What is being asked:
Wherever a line in the data holds the word "heat", pull that line out.

Record extracts:
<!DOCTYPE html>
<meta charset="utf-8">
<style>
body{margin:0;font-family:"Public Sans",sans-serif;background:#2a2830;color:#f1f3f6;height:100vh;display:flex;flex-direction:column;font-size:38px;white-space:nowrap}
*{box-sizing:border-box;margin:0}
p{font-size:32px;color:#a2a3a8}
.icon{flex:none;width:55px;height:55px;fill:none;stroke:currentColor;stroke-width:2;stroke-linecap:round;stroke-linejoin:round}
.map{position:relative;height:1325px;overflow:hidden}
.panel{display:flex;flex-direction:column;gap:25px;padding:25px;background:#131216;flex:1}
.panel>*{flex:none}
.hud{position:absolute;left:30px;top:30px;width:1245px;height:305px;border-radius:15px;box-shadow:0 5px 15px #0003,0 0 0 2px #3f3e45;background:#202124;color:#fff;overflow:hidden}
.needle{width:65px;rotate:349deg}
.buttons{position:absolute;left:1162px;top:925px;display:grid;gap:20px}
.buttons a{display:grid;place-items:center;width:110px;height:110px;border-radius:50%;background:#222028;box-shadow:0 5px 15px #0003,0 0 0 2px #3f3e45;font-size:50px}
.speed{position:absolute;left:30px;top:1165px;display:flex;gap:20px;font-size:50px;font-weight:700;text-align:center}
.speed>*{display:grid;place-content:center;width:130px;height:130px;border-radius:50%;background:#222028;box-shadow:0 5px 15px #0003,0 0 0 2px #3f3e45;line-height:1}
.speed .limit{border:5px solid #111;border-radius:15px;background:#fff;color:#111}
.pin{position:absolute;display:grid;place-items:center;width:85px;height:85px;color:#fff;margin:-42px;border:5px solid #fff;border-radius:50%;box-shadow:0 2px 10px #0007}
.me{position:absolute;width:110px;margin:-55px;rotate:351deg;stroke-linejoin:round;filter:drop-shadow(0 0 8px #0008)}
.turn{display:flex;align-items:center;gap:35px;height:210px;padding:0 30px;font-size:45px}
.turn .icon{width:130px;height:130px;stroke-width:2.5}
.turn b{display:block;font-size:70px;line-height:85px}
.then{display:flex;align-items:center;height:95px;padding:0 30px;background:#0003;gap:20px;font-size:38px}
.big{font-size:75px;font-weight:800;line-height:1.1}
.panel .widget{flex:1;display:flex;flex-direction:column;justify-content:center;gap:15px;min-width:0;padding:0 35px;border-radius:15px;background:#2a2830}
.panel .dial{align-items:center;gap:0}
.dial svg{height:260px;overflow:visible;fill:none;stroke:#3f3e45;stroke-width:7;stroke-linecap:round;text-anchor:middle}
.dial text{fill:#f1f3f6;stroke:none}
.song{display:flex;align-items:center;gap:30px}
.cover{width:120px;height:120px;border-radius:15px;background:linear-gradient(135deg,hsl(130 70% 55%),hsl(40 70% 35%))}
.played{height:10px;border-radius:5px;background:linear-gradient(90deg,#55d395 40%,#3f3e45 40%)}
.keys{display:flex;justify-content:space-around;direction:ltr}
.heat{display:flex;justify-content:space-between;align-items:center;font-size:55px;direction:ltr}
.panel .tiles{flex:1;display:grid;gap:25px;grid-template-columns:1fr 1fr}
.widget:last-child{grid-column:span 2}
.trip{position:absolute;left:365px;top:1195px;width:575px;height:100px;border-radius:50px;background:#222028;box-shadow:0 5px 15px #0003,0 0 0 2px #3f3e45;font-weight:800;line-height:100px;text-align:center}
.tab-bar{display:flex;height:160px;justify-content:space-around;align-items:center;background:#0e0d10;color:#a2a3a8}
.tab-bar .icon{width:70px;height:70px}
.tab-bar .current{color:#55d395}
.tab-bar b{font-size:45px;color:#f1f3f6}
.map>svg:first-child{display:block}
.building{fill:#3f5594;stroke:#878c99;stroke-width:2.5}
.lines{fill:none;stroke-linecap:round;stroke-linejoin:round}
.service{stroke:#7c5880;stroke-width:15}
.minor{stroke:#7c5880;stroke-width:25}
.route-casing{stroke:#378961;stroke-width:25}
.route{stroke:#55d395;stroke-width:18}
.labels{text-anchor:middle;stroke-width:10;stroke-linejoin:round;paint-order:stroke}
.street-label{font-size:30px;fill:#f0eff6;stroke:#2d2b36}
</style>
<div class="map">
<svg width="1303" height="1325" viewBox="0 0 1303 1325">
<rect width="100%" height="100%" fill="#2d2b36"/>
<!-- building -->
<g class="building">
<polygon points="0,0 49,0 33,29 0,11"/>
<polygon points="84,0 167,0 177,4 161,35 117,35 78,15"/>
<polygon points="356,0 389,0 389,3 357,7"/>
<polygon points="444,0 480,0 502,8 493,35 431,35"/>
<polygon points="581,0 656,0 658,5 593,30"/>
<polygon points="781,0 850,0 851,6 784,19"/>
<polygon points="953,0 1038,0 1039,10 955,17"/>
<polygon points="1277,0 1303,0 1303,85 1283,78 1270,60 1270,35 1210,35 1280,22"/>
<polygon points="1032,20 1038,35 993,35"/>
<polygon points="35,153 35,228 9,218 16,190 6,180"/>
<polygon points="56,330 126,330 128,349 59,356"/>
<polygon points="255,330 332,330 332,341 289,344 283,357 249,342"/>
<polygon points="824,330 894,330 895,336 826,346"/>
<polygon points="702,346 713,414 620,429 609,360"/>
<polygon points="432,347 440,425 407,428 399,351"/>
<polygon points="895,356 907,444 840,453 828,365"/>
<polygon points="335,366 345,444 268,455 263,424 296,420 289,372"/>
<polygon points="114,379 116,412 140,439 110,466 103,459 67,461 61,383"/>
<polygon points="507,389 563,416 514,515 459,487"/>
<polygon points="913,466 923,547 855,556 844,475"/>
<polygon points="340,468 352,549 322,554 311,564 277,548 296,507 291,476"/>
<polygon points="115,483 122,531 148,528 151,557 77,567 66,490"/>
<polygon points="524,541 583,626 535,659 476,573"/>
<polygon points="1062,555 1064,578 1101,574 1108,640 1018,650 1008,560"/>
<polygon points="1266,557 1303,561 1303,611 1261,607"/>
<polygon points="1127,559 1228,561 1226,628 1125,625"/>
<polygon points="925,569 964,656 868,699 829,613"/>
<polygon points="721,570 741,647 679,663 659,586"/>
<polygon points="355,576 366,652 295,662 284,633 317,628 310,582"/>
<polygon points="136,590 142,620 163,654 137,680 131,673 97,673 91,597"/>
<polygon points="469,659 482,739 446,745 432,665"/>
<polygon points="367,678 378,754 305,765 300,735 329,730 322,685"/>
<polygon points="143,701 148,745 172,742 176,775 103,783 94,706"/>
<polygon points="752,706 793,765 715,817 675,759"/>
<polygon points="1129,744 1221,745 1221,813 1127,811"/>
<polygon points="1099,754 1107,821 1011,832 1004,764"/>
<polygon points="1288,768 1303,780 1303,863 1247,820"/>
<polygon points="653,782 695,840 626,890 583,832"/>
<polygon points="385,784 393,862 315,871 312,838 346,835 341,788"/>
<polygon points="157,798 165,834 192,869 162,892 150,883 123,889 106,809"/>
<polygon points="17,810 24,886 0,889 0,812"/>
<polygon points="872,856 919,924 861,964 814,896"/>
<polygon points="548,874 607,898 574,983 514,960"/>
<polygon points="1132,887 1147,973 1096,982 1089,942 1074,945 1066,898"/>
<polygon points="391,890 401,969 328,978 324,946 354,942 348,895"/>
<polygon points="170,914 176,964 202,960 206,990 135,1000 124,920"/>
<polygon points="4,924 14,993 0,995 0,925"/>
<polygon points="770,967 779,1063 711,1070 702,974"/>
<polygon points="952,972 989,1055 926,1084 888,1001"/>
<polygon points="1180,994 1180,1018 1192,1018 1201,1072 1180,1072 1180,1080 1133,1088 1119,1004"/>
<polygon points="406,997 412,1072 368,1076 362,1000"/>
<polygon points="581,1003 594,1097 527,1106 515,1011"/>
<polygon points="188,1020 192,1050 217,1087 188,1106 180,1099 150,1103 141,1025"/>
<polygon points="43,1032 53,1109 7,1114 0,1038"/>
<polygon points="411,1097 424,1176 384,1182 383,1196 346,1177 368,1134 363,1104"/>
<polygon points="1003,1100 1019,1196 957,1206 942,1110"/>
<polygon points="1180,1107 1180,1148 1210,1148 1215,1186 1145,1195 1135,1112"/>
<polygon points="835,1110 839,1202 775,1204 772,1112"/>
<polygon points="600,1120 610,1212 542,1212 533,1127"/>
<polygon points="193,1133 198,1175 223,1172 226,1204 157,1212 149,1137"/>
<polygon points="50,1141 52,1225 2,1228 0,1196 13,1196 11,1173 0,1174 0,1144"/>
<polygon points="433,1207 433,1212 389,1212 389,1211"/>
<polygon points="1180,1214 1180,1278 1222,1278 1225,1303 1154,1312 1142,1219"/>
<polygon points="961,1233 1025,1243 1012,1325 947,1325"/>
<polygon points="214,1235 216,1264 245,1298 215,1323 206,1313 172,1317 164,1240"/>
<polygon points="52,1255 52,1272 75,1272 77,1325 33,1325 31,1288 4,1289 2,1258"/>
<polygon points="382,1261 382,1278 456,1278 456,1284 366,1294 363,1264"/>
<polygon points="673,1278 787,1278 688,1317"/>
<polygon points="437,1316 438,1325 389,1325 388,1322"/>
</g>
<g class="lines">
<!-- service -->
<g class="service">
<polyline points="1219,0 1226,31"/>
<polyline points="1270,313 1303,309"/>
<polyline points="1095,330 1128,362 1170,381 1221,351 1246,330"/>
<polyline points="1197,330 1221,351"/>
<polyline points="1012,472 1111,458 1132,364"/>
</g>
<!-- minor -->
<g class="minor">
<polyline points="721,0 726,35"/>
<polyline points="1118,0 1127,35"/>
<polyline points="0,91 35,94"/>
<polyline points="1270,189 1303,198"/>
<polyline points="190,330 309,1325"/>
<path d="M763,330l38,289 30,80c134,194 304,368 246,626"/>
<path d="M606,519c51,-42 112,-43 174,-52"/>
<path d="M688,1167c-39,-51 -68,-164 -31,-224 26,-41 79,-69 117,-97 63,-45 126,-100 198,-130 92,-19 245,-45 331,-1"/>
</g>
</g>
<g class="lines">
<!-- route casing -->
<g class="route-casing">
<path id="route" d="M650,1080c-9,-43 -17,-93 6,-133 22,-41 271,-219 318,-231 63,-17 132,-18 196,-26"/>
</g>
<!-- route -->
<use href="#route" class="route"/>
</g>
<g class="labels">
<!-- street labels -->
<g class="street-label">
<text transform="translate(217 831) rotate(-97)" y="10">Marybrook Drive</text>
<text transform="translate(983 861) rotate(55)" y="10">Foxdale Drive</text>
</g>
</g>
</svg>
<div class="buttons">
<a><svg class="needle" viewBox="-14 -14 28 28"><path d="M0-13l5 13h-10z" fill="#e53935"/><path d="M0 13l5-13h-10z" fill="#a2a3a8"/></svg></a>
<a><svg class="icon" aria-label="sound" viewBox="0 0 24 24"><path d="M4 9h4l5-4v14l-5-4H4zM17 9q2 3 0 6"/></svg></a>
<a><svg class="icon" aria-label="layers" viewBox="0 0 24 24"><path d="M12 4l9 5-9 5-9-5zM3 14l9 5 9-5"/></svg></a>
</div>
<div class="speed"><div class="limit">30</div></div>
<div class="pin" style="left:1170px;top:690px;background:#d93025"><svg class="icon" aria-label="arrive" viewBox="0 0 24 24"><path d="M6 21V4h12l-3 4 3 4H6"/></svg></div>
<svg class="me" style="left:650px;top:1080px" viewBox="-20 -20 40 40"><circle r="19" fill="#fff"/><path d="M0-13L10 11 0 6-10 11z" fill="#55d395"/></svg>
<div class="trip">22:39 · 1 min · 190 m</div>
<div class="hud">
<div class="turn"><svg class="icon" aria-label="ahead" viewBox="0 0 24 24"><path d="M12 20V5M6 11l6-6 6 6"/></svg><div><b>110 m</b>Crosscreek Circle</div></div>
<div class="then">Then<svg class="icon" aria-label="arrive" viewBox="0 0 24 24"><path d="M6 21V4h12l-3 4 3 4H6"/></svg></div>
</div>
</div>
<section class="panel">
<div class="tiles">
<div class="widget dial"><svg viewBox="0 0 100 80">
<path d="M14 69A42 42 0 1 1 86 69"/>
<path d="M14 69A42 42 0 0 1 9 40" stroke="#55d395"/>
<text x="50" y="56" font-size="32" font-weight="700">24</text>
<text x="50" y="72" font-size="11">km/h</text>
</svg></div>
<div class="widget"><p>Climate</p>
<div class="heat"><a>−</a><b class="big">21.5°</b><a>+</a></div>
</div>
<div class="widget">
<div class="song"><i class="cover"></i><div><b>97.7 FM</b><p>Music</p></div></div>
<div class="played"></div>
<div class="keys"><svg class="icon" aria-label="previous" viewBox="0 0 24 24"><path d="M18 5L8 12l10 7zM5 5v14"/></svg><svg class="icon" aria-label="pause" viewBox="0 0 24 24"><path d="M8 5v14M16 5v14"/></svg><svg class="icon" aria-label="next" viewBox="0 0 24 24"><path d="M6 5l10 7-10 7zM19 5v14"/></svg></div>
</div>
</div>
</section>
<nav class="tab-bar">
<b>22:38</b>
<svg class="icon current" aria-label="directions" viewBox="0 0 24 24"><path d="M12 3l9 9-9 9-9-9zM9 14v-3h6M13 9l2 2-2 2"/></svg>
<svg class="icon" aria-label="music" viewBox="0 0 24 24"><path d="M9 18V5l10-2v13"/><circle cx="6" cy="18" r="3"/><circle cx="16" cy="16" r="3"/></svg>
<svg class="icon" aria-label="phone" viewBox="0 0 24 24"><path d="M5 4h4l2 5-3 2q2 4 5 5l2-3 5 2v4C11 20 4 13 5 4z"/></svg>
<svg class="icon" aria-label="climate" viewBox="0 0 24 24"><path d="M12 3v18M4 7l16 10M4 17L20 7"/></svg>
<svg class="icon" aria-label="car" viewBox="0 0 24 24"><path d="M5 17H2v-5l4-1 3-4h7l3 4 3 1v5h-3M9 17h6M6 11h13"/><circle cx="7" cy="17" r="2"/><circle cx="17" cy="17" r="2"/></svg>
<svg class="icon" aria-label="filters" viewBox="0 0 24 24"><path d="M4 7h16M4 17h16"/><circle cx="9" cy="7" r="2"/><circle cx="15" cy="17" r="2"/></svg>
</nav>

Output below:
.heat{display:flex;justify-content:space-between;align-items:center;font-size:55px;direction:ltr}
<div class="heat"><a>−</a><b class="big">21.5°</b><a>+</a></div>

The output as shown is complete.